Braun Till, Spiliopoulos Sotirios, Veltman Charlotte, Hergesell Vera, Passow Alexander, Tenderich Gero, Borggrefe Martin, Koerner Michael M
Cardisio GmbH, The Squaire 12, D-60549 Frankfurt am Main, Germany.
Department of Cardiac Surgery, University Heart Center Graz, Medical University Graz, Auenbruggerplatz 29, A-8036 Graz, Austria.
J Electrocardiol. 2020 Mar-Apr;59:100-105. doi: 10.1016/j.jelectrocard.2019.12.018. Epub 2020 Jan 8.
Coronary artery disease (CAD) is a leading cause of death and disability. Conventional non-invasive diagnostic modalities for the detection of stable CAD at rest are subject to significant limitations: low sensitivity, and personal expertise. We aimed to develop a reliable and time-cost efficient screening tool for the detection of coronary ischemia using machine learning.
We developed a supervised artificial intelligence algorithm combined with a five lead vectorcardiography (VCG) approach (i.e. Cardisiography, CSG) for the diagnosis of CAD. Using vectorcardiography, the excitation process of the heart can be described as a three-dimensional signal. A diagnosis can be received, by first, calculating specific physical parameters from the signal, and subsequently, analyzing them with a machine learning algorithm containing neuronal networks. In this multi-center analysis, the primary evaluated outcome was the accuracy of the CSG Diagnosis System, validated by a five-fold nested cross-validation in comparison to angiographic findings as the gold standard. Individuals with 1, 2, or 3- vessel disease were defined as being affected.

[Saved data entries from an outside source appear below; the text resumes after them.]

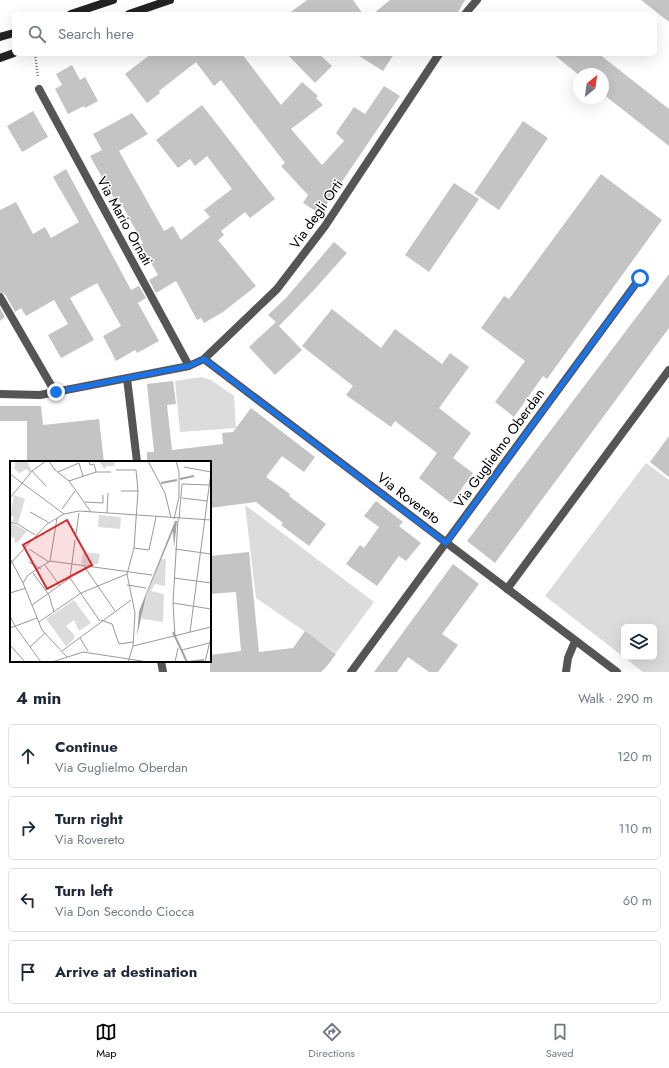 <!DOCTYPE html>
<html lang="en">
<head>
<meta charset="utf-8">
<style>
	body { margin:0; font-family:Jost,sans-serif; background:#f6f6f7; color:#1f2937 }
	.controls { position:absolute; right:12px; bottom:12px; display:grid; overflow:hidden; border-radius:6px; box-shadow:0 4px 16px #0002 }
	.controls button { width:36px; height:36px; display:grid; place-items:center; padding:0; border:0; border-bottom:1px solid #e0e1e3; background:#fff; color:#1f2937; font:20px sans-serif }
	.compass { position:absolute; left:573px; top:68px; width:36px; height:36px; border-radius:50%; background:#fff; box-shadow:0 4px 16px #0002; rotate:29deg }
	.stop { position:absolute; width:12px; height:12px; margin:-9px; border:3px solid #1a73e8; border-radius:50%; background:#fff }
	.stop.end { background:#1a73e8; border-color:#fff; box-shadow:0 1px 4px #0008 }
	.list { margin:0; padding:0; list-style:none }
	h2 { display:flex; justify-content:space-between; align-items:center; height:52px; margin:0; padding:0 16px; font-size:17px }
	h2 small { font-size:13px; font-weight:400; color:#747a83 }
	.list li { display:grid; grid-template-columns:26px 1fr auto; gap:12px; align-items:center; box-sizing:border-box; height:64px; margin:0 8px 8px; padding:0 8px; border:1px solid #e0e1e3; border-radius:6px }
	.list b { display:block; font-size:15px; white-space:nowrap }
	.list p { margin:0; font-size:13px; white-space:nowrap; color:#747a83 }
	.list em { font-size:13px; font-style:normal; color:#747a83 }
	.icon { flex:none; width:22px; height:22px; fill:none; stroke:currentColor; stroke-width:2; stroke-linecap:round; stroke-linejoin:round }
	.map { position:relative; flex:none; width:669px; height:672px; overflow:hidden }
	.search { position:absolute; background:#fff; box-shadow:0 4px 16px #0002; left:12px; right:12px; top:12px; height:44px; display:flex; align-items:center; gap:10px; box-sizing:border-box; padding:0 14px; border-radius:6px; color:#747a83; font-size:15px }
	.sheet { height:340px; background:#fff }
	nav { display:flex; justify-content:space-around; align-items:center; box-sizing:border-box; height:56px; border-top:1px solid #e0e1e3; background:#fff; font-size:11px; color:#747a83 }
	nav a { display:grid; justify-items:center; gap:2px }
	nav .on { color:#000 }
	.map>svg:first-child { display:block }
	.green { fill:#dcdcdc; fill-rule:evenodd }
	.building { fill:#c4c4c4 }
	.lines { fill:none; stroke-linecap:round; stroke-linejoin:round }
	.path { stroke:#777; stroke-width:2.5; stroke-dasharray:1 2; stroke-linecap:butt }
	.lane { stroke:#555; stroke-width:8 }
	.street { stroke:#555; stroke-width:8 }
	.secondary { stroke:#222; stroke-width:8 }
	.route { stroke:#1a73e8; stroke-width:5 }
	.labels { text-anchor:middle; dominant-baseline:central; stroke-width:3; stroke-linejoin:round; paint-order:stroke }
	.street-label { font-size:14px; fill:#000; stroke:#fff }
	.inset-river { fill:none; stroke:#a3a3a3; stroke-width:2 }
	.inset-road { fill:none; stroke:#999; stroke-width:1 }
	.view { fill:#d62828; fill-opacity:0.15; stroke:#d62828; stroke-width:2 }
	.inset-edge { fill:none; stroke:#000; stroke-width:2 }
</style>
</head>
<body>
<div class="map">
<svg width="669" height="672" viewBox="0 0 669 672">
	<rect width="100%" height="100%" fill="#fff"/>
	<path class="green" d="M 201,377 L 211,380 L 234,396 L 236,428 L 180,432 L 175,381 Z
		M 646,463 L 669,480 L 669,672 L 643,672 L 545,596 ZM 624,627 L 654,627 L 654,657 L 624,657 Z
		M 245,505 L 374,602 L 336,653 L 256,598 Z"/>
	<path class="building" d="M 307,0 L 353,0 L 363,14 L 288,14 Z
		M 390,0 L 465,0 L 457,14 L 373,14 Z
		M 641,0 L 669,0 L 669,22 Z
		M 151,54 L 242,54 L 281,105 L 302,82 L 318,96 L 316,98 L 323,105 L 291,129 L 322,165 L 344,141 L 336,133 L 354,107 L 365,114 L 384,86 L 400,96 L 320,214 L 303,203 L 308,195 L 281,166 L 285,163 L 221,80 L 214,86 L 196,62 L 159,91 L 160,93 L 147,103 L 125,74 Z
		M 287,54 L 319,54 L 332,66 L 315,83 Z
		M 356,54 L 394,54 L 383,71 Z
		M 553,54 L 599,54 L 669,109 L 669,146 L 603,94 L 603,74 L 579,75 Z
		M 72,65 L 80,80 L 85,77 L 98,101 L 85,108 L 84,106 L 68,114 L 55,89 L 62,85 L 56,74 Z
		M 202,105 L 275,199 L 250,218 L 245,212 L 221,231 L 224,235 L 218,240 L 256,286 L 223,312 L 204,323 L 201,318 L 197,320 L 176,281 L 156,293 L 149,280 L 158,275 L 141,245 L 143,243 L 118,198 L 115,200 L 90,156 L 102,150 L 93,134 L 132,113 L 148,134 L 119,151 L 164,231 L 173,226 L 181,240 L 210,217 L 204,210 L 232,189 L 207,156 L 195,166 L 190,159 L 178,168 L 156,140 Z
		M 33,111 L 48,137 L 22,152 L 7,126 Z
		M 523,121 L 548,138 L 499,210 L 474,193 Z
		M 66,169 L 131,290 L 139,286 L 146,298 L 138,303 L 159,341 L 137,353 L 135,350 L 116,361 L 103,336 L 121,326 L 97,283 L 70,298 L 94,340 L 61,358 L 48,335 L 68,324 L 54,300 L 26,316 L 21,308 L 15,312 L 5,294 L 0,292 L 0,210 L 16,202 L 33,234 L 45,227 L 51,238 L 79,222 L 53,177 Z
		M 601,174 L 662,220 L 547,379 L 543,376 L 514,417 L 495,402 L 525,361 L 481,328 L 504,296 L 509,299 Z
		M 454,183 L 479,199 L 429,272 L 405,255 Z
		M 334,242 L 347,253 L 312,292 L 279,326 L 278,325 L 302,350 L 275,375 L 249,347 L 276,322 L 268,315 L 286,298 Z
		M 669,274 L 669,328 L 495,563 L 467,541 Z
		M 0,308 L 5,317 L 0,321 Z
		M 332,309 L 381,348 L 395,329 L 442,364 L 450,353 L 469,367 L 439,408 L 471,433 L 453,458 L 473,473 L 451,503 L 419,478 L 437,453 L 395,421 L 391,427 L 346,395 L 353,386 L 302,346 Z
		M 173,381 L 176,404 L 167,405 L 172,450 L 223,444 L 222,433 L 233,432 L 251,408 L 315,457 L 304,472 L 282,456 L 266,477 L 290,494 L 289,496 L 326,524 L 309,546 L 281,525 L 283,523 L 256,502 L 210,508 L 210,462 L 147,462 L 147,452 L 154,452 L 147,384 Z
		M 0,406 L 41,406 L 43,425 L 99,419 L 104,462 L 27,462 L 27,421 L 0,421 Z
		M 669,436 L 669,477 L 650,462 Z
		M 376,501 L 403,522 L 399,526 L 421,543 L 406,561 L 399,556 L 377,586 L 346,564 L 360,545 L 364,548 L 379,527 L 364,516 Z
		M 249,552 L 259,652 L 293,648 L 305,631 L 336,654 L 327,666 L 321,672 L 210,672 L 210,655 L 241,651 L 236,592 L 210,594 L 210,556 Z
		M 453,564 L 479,584 L 442,634 L 458,645 L 438,672 L 429,672 L 408,657 L 397,672 L 374,672 Z"/>
	<g class="lines">
		<path class="path" d="M 35,54 L 38,77"/>
		<path class="lane" d="M 507,589 L 669,370"/>
		<path class="street" d="M 465,14 L 477,0
			M 39,89 L 189,366
			M 0,297 L 55,392
			M 204,359 L 617,672
			M 127,378 L 137,462
			M 0,394 L 40,395 L 189,366 L 204,359 L 277,289 L 325,226 L 439,54
			M 161,661 L 163,672
			M 351,672 L 640,278
			M 566,672 L 568,658 L 575,641"/>
		<path class="secondary" d="M 71,14 L 113,0
			M 129,14 L 170,0
			M 0,37 L 14,33
			M 0,58 L 14,53"/>
	</g>
	<g class="lines">
		<path class="route" d="M 56,392 L 189,366 L 204,359 L 446,543 L 640,278"/>
	</g>
	<g class="labels">
		<g class="street-label">
			<text transform="translate(316 214) rotate(-55)">Via degli Orti</text>
			<text transform="translate(125 221) rotate(61)">Via Mario Ornati</text>
			<text transform="translate(499 448) rotate(-54)">Via Guglielmo Oberdan</text>
			<text transform="translate(409 498) rotate(37)">Via Rovereto</text>
		</g>
	</g>
	<g transform="translate(10 461)">
		<rect width="201" height="201" fill="#fff"/>
		<path d="M 8,0 L 17,0 L 22,10 L 19,12 L 17,8 L 9,12 L 1,5 L 5,7 L 5,2 ZM 89,0 L 104,0 L 105,5 L 97,5 L 94,8 ZM 4,34 L 15,38 L 8,62 L 2,60 L 4,56 L 0,55 ZM 89,54 L 111,56 L 110,68 L 88,66 ZM 0,61 L 17,70 L 8,81 L 5,82 L 4,76 L 0,77 ZM 73,91 L 90,93 L 88,103 L 84,103 L 84,105 L 71,103 ZM 151,98 L 156,98 L 155,125 L 145,123 L 141,130 L 154,133 L 153,161 L 132,158 L 132,146 ZM 64,139 L 81,162 L 69,170 L 64,159 L 56,165 L 64,174 L 64,178 L 56,185 L 36,158 Z" fill="#dcdcdc"/>
		<path d="M 165,60 L 167,60 L 164,87 L 163,70 L 136,135 L 127,175 L 129,150 Z" fill="#a3a3a3"/>
		<path class="inset-river" d="M 170,18 L 184,15M 151,22 L 167,19M 163,171 L 177,201M 178,201 L 194,199"/>
		<path class="inset-road" d="M 39,0 L 45,9 L 59,20 L 81,51M 79,0 L 80,4 L 84,3 L 86,11M 138,0 L 155,32 L 161,57M 174,6 L 201,11 L 180,171M 106,9 L 126,9 L 128,30 L 124,87 L 117,113 L 125,152 L 123,185 L 118,201M 22,10 L 36,25M 48,11 L 69,2 L 73,15M 0,13 L 54,53M 59,20 L 86,11 L 101,11M 111,30 L 128,30M 0,37 L 22,10 L 36,0M 172,37 L 197,40M 75,41 L 93,42 L 93,34M 52,48 L 65,30M 20,51 L 38,61M 97,52 L 98,32M 54,53 L 69,50 L 201,59M 164,58 L 169,36 L 169,11 L 166,0M 169,58 L 172,23 L 199,24M 0,61 L 8,63 L 25,74M 66,73 L 69,52M 65,79 L 60,117 L 90,160M 124,87 L 139,89 L 146,56M 19,88 L 39,101M 165,88 L 201,93M 0,97 L 13,122 L 32,169 L 57,196M 40,100 L 142,114M 19,101 L 31,108M 0,103 L 37,63 L 54,53M 35,104 L 50,125M 74,105 L 105,150M 23,112 L 39,134 L 44,151M 164,117 L 201,122M 13,122 L 18,114 L 40,100 L 47,57M 117,124 L 136,127M 0,132 L 16,127M 163,142 L 201,148M 22,144 L 60,117M 0,155 L 5,165 L 31,201M 91,159 L 102,163 L 109,183 L 123,181M 29,161 L 71,132 L 117,113M 0,167 L 27,157M 165,175 L 163,142 L 168,58M 70,177 L 78,190M 0,184 L 15,201M 123,185 L 201,166M 20,186 L 35,172M 172,189 L 199,182M 52,190 L 121,139M 42,201 L 73,191 L 138,201M 165,201 L 168,187M 195,201 L 201,176"/>
		<path class="view" d="M 57,59 L 82,104 L 37,128 L 13,84 Z"/>
		<rect width="201" height="201" class="inset-edge"/>
	</g>
</svg>
<div class="controls">
<button><svg class="icon" aria-label="layers" viewBox="0 0 24 24"><path d="M12 4l9 5-9 5-9-5zM3 14l9 5 9-5"/></svg></button>
</div>
<svg class="compass" viewBox="-18 -18 36 36"><path d="M0-13l5 13h-10z" fill="#e53935"/><path d="M0 13l5-13h-10z" fill="#747a83"/></svg>
<div class="stop" style="left:640px;top:278px"></div>
<div class="stop end" style="left:56px;top:392px"></div>
<div class="search"><svg class="icon" aria-label="search" viewBox="0 0 24 24"><circle cx="10" cy="10" r="6"/><path d="M15 15l6 6"/></svg>Search here</div>
</div>
<section class="sheet">
<h2>4 min<small>Walk · 290 m</small></h2>
<ul class="list">
<li><svg class="icon" aria-label="ahead" viewBox="0 0 24 24"><path d="M12 20V5M6 11l6-6 6 6"/></svg><div><b>Continue</b><p>Via Guglielmo Oberdan</p></div><em>120 m</em></li>
<li><svg class="icon" aria-label="right" viewBox="0 0 24 24"><path d="M7 20v-9h11M14 6l5 5-5 5"/></svg><div><b>Turn right</b><p>Via Rovereto</p></div><em>110 m</em></li>
<li><svg class="icon" aria-label="left" viewBox="0 0 24 24"><path d="M17 20v-9H6M10 6l-5 5 5 5"/></svg><div><b>Turn left</b><p>Via Don Secondo Ciocca</p></div><em>60 m</em></li>
<li><svg class="icon" aria-label="arrive" viewBox="0 0 24 24"><path d="M6 21V4h12l-3 4 3 4H6"/></svg><div><b>Arrive at destination</b></div></li>
</ul>
</section>
<nav>
<a class="on"><svg class="icon" aria-label="map" viewBox="0 0 24 24"><path d="M3 6l6-2 6 2 6-2v14l-6 2-6-2-6 2zM9 4v14M15 6v14"/></svg>Map</a>
<a><svg class="icon" aria-label="directions" viewBox="0 0 24 24"><path d="M12 3l9 9-9 9-9-9zM9 14v-3h6M13 9l2 2-2 2"/></svg>Directions</a>
<a><svg class="icon" aria-label="saved" viewBox="0 0 24 24"><path d="M7 4h10v16l-5-4-5 4z"/></svg>Saved</a>
</nav>
</body>
</html>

Of the 595 patients, 62·0% (n = 369) had 1, 2 or 3- vessel disease identified by coronary angiography. CSG identified a CAD at rest with a sensitivity of 90·2 ± 4·2% for female patients (male: 97·2 ± 3·1%), specificity of 74·4 ± 9·8% (male: 76·1 ± 8·5%), and overall accuracy of 82·5 ± 6·4% (male: 90·7 ± 3·3%).
These findings demonstrate that supervised artificial intelligence-enabled vectorcardiography can overcome limitations of conventional non-invasive diagnostic modalities for the detection of coronary ischemia at rest and is capable as a highly valid screening tool.
冠状动脉疾病(CAD)是导致死亡和残疾的主要原因。用于检测静息状态下稳定CAD的传统非侵入性诊断方法存在显著局限性:灵敏度低且依赖个人专业知识。我们旨在开发一种使用机器学习来检测冠状动脉缺血的可靠且具有时间成本效益的筛查工具。
我们开发了一种结合五导联向量心电图(VCG)方法(即心脏向量图,CSG)的监督式人工智能算法用于CAD的诊断。使用向量心电图,心脏的兴奋过程可以描述为三维信号。首先通过从信号中计算特定物理参数,随后使用包含神经网络的机器学习算法对其进行分析,从而得出诊断结果。在这项多中心分析中,主要评估结果是CSG诊断系统的准确性,通过五重嵌套交叉验证进行验证,并与作为金标准的血管造影结果进行比较。有单支、双支或三支血管病变的个体被定义为患病。
在595例患者中,冠状动脉造影显示62.0%(n = 369)有单支、双支或三支血管病变。CSG检测出静息状态下的CAD,女性患者的灵敏度为90.2±4.2%(男性:97.2±3.1%),特异性为74.4±9.8%(男性:76.1±8.5%),总体准确率为82.5±6.4%(男性:90.7±3.3%)。
这些发现表明,基于监督式人工智能的向量心电图可以克服传统非侵入性诊断方法在检测静息状态下冠状动脉缺血方面的局限性,并且能够作为一种高度有效的筛查工具。